T1D is mediated through an auto-immune reaction where the body’s immune cells attack the pancreatic beta cells that normally produce insulin. Without functional beta cells, the body loses the ability to naturally regulate glucose and lipid metabolism, which results in significant negative effects in multiple organs and tissues. A potential big step in this research came with the understanding of the cell adhesion molecule 1 (CADM1) and its role in possibly mediating the initial interaction between immune cells and beta cells during the development of T1D. This work has been pioneered by Poy who believes that understanding how CADM1 functions may lead to methods to “target” the cellular interactions to prevent T1D.

Nagy and Poy presented their studies in a session focused on metabolism and the immune system. There were also sessions devoted to the role of metabolic cross talk between cancer cells and neighboring cells in the “tumor microenvironment,” another session on cancer cachexia where certain cancers hijack the host metabolism to fuel their growth leaving the host energy depleted.

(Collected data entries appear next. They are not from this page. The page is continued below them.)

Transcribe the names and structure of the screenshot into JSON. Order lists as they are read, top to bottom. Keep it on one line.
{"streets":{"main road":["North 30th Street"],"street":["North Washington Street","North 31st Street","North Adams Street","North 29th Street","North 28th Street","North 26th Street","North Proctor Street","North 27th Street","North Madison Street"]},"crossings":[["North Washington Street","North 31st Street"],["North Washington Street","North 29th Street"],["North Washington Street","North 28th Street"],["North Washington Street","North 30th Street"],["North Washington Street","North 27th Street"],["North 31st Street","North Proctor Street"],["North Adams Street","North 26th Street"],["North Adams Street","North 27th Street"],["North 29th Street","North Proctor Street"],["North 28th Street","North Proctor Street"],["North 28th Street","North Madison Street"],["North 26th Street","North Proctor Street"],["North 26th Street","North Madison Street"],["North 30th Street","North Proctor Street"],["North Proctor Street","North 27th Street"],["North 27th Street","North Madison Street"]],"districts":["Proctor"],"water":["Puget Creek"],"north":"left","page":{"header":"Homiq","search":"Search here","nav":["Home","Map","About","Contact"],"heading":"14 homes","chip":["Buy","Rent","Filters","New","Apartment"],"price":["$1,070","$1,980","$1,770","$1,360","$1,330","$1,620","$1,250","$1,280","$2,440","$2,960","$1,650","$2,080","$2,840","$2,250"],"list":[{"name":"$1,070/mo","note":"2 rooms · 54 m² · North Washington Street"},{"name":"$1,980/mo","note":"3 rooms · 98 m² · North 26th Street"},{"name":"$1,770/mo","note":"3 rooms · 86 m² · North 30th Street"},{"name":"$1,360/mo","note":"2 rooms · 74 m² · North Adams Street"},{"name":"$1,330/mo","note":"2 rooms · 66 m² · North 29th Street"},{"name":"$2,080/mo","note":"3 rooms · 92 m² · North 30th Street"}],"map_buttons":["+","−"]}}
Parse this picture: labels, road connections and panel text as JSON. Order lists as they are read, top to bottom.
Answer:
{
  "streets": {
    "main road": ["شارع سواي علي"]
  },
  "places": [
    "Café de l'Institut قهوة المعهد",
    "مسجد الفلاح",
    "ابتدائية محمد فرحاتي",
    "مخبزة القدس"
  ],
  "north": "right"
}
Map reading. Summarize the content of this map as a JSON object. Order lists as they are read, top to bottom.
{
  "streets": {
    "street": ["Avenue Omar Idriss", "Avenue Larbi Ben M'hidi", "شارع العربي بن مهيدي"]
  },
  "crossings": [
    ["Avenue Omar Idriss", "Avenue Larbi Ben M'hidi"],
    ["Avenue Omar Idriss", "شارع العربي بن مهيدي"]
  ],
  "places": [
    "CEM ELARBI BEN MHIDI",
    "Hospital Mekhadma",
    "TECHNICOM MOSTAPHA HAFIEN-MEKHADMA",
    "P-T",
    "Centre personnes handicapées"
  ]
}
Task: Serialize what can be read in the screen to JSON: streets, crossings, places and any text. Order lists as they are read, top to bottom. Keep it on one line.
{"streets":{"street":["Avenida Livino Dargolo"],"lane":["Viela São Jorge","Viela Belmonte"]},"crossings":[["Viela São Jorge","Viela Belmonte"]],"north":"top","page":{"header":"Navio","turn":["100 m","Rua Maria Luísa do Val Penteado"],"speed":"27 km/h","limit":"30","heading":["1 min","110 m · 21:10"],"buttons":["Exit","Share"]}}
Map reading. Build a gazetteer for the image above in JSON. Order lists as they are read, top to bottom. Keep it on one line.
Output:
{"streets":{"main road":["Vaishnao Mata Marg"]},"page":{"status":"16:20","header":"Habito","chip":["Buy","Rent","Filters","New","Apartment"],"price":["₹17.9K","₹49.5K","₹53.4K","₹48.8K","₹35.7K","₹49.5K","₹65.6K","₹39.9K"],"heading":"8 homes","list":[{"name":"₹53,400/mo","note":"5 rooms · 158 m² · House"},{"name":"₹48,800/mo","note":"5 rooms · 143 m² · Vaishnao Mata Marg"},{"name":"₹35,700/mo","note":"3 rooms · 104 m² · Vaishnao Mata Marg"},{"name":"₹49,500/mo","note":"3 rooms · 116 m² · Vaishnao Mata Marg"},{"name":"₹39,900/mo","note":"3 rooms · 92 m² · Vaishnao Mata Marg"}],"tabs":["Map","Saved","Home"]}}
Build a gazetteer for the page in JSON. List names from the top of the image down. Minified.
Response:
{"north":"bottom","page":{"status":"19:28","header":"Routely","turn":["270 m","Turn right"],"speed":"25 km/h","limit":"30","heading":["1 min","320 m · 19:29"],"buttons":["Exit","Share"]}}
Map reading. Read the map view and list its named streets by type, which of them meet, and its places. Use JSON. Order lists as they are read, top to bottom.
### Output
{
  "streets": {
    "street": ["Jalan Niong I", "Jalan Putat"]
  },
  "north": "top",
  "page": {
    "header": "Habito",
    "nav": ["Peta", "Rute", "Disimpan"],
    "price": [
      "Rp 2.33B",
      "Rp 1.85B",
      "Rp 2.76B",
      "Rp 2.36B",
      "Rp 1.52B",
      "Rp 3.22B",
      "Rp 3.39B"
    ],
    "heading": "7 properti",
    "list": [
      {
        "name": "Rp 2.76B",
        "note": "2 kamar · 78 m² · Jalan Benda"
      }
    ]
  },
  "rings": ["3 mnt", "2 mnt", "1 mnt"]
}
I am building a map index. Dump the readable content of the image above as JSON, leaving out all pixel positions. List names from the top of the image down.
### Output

Other sessions focused on how metabolism changes with aging, and how the microbes present in our gut communicate with the host by producing and responding to small molecule metabolites.

Future Conferences to Expand to International Venues

The conference also marked an important beginning for wider and more comprehensive collaboration between researchers and clinicians that will have a national impact in the larger biomedical research community. “We established this conference to explore the unifying theory that metabolic flow is associated with all physiologic processes, and this knowledge has developed into a robust, cross disciplinary field of biomedical research,” explains Osborne. “We had good participation from colleagues from the University of Florida and there were attendees from other local Florida institutions as well. It was a great pleasure to work with our associates at Moffitt and AdventHealth, and we look forward to future conferences. Gina and I will get together with Bret Goodpaster, director of the Translational Research Institute, and colleagues from the University of Florida to plot a future course for the ’Central Florida Metabolism Triangle’. We had a very strong turnout, which suggests there might be an appetite to continue the conference as a recurring series, possibly rotating the location around to Moffitt, AdventHealth and maybe the University of Florida. It is our hope that our future metabolism and physiology conferences will become international events.”

DeNicola concurs, saying, “We hope this will be the start of both new collaborations between Moffitt, Johns Hopkins All Children’s and AdventHealth as well as the first of many annual metabolism symposia where we can come together to share our research and start new conversations.”